WORK REQUIRED:
Do any lines in the data below contain "green"? If so, copy every one of them.

EXTRACTED MATERIAL:
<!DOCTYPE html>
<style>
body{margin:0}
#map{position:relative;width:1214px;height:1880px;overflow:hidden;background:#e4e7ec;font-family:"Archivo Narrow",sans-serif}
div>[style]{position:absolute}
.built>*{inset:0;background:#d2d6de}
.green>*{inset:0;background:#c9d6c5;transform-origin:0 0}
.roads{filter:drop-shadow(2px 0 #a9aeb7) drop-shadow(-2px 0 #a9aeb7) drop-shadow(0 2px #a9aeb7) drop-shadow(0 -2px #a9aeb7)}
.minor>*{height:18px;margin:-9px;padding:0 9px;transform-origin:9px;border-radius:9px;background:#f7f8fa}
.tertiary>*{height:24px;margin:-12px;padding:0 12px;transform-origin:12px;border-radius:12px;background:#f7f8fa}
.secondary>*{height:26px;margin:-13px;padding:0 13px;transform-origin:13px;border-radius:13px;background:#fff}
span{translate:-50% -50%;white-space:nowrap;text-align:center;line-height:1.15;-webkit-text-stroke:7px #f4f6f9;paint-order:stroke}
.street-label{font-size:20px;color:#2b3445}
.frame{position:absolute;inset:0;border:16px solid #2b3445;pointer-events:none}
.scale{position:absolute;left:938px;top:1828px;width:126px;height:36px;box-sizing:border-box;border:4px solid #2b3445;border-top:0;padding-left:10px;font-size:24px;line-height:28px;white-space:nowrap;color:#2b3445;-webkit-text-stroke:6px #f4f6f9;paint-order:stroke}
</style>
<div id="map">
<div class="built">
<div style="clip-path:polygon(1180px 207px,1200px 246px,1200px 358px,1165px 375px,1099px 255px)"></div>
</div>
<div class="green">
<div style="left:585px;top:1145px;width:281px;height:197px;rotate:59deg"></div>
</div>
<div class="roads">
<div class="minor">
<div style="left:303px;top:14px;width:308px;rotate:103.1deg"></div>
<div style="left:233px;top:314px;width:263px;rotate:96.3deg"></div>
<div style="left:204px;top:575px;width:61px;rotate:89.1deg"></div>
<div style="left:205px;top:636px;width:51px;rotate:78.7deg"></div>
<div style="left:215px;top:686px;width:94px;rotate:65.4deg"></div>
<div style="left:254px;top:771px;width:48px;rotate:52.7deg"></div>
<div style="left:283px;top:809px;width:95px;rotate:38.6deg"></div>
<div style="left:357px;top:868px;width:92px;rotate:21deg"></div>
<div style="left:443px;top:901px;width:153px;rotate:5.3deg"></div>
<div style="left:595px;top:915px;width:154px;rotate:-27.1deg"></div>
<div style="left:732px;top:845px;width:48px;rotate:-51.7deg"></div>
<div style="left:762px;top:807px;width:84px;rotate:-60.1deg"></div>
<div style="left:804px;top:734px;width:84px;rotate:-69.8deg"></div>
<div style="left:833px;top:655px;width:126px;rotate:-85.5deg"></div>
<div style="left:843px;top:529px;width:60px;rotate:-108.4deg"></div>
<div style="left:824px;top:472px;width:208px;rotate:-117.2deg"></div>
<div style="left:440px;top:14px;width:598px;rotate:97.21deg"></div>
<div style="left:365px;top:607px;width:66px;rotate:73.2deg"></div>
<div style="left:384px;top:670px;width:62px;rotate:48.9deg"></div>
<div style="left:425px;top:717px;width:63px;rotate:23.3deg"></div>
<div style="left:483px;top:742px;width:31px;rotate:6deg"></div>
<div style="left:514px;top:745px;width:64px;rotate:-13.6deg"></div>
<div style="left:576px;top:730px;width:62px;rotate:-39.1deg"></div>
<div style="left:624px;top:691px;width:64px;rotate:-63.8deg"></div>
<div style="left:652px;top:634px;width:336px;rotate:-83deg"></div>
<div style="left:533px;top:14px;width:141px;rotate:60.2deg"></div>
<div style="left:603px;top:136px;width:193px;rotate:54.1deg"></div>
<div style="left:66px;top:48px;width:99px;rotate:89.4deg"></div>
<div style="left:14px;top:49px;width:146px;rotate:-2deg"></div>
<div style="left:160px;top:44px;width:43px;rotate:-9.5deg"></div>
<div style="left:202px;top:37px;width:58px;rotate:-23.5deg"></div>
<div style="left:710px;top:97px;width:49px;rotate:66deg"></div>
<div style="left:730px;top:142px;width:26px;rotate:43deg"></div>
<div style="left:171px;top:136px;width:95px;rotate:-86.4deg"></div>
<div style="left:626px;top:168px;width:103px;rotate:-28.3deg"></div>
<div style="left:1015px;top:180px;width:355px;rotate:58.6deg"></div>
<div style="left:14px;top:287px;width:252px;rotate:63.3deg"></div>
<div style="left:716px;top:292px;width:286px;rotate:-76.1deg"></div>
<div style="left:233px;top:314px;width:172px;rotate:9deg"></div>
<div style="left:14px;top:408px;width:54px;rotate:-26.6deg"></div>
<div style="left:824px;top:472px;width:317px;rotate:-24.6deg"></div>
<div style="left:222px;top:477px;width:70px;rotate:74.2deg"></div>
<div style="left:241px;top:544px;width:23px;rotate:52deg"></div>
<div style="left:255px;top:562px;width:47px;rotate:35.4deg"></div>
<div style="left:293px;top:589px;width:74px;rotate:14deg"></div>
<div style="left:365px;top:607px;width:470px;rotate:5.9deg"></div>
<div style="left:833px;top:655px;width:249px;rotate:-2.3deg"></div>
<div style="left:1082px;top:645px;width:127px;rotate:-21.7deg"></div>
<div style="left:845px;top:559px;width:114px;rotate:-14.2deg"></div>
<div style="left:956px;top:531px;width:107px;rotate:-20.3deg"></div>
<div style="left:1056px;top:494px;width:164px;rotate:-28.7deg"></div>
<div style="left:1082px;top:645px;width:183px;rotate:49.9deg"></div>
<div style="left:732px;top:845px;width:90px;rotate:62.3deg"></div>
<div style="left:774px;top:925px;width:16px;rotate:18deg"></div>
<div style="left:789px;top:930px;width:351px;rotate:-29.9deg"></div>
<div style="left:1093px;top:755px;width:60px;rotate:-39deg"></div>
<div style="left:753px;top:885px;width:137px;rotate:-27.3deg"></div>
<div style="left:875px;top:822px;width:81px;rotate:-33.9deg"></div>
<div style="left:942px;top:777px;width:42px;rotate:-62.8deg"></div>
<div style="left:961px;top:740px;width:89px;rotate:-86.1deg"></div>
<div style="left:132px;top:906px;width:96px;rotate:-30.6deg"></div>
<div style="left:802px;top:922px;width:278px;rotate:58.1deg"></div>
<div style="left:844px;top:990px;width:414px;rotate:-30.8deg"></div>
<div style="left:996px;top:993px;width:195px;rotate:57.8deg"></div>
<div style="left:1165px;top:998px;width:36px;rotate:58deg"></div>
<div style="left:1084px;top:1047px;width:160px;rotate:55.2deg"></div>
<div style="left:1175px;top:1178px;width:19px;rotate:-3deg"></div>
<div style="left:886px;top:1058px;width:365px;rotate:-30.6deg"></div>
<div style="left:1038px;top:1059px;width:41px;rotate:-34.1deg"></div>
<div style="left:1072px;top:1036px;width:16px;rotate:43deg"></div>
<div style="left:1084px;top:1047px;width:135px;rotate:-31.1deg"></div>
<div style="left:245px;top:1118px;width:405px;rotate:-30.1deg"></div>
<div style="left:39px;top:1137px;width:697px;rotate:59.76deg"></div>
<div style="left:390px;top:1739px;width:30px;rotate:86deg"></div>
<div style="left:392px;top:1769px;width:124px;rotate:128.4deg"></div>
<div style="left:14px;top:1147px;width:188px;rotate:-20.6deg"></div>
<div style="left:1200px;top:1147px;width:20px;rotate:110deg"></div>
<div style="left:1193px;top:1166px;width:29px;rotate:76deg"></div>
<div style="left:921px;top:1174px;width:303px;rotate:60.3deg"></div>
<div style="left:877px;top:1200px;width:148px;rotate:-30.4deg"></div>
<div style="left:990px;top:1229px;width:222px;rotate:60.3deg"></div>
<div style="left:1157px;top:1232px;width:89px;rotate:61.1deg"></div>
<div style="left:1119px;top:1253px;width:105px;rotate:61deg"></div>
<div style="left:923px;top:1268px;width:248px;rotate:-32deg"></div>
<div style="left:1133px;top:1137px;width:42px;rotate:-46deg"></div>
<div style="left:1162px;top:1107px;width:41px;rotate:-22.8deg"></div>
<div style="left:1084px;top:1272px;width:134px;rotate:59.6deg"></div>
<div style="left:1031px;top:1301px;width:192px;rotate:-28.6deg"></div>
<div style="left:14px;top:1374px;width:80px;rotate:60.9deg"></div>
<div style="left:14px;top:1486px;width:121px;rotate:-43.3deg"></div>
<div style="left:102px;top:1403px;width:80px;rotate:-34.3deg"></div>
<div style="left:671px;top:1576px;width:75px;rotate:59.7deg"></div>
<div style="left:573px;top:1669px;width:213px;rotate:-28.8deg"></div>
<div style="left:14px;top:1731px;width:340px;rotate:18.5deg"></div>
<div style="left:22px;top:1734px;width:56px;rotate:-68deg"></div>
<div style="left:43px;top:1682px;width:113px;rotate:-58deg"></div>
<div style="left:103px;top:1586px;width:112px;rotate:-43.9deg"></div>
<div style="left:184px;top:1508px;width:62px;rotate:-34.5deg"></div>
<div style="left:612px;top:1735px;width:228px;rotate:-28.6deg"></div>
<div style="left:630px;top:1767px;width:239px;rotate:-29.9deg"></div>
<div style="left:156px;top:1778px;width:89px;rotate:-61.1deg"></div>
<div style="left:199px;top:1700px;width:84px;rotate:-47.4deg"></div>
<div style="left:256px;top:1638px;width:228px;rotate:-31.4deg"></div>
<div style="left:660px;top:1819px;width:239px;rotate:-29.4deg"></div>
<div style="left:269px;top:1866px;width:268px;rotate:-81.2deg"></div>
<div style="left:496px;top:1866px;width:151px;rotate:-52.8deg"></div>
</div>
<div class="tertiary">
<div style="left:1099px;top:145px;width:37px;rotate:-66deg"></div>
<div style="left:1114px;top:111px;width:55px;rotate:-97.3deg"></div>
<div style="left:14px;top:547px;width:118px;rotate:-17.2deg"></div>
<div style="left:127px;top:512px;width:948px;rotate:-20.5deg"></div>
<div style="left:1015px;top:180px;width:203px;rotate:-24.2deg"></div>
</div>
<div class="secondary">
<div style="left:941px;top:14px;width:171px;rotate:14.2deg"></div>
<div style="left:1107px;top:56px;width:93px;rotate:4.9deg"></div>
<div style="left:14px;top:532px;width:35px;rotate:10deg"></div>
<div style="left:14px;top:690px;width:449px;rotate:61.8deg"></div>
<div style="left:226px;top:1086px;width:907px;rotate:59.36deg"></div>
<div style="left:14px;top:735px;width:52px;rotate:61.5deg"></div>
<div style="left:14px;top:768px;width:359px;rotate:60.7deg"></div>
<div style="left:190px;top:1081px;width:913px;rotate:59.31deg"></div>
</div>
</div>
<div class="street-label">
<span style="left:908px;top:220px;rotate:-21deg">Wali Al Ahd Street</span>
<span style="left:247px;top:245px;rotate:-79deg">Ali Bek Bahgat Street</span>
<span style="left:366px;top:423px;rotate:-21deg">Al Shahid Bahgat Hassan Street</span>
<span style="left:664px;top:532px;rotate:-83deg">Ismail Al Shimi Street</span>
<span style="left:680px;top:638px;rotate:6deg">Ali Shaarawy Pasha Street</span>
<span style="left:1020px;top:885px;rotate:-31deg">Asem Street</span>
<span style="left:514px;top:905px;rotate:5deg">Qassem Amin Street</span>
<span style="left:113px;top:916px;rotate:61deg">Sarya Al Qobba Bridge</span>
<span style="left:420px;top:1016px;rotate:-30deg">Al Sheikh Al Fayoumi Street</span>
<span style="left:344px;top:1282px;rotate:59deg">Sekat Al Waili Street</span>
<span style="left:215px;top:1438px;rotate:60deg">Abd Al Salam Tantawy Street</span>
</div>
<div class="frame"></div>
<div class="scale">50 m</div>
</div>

YOUR RESPONSE:
.green>*{inset:0;background:#c9d6c5;transform-origin:0 0}
<div class="green">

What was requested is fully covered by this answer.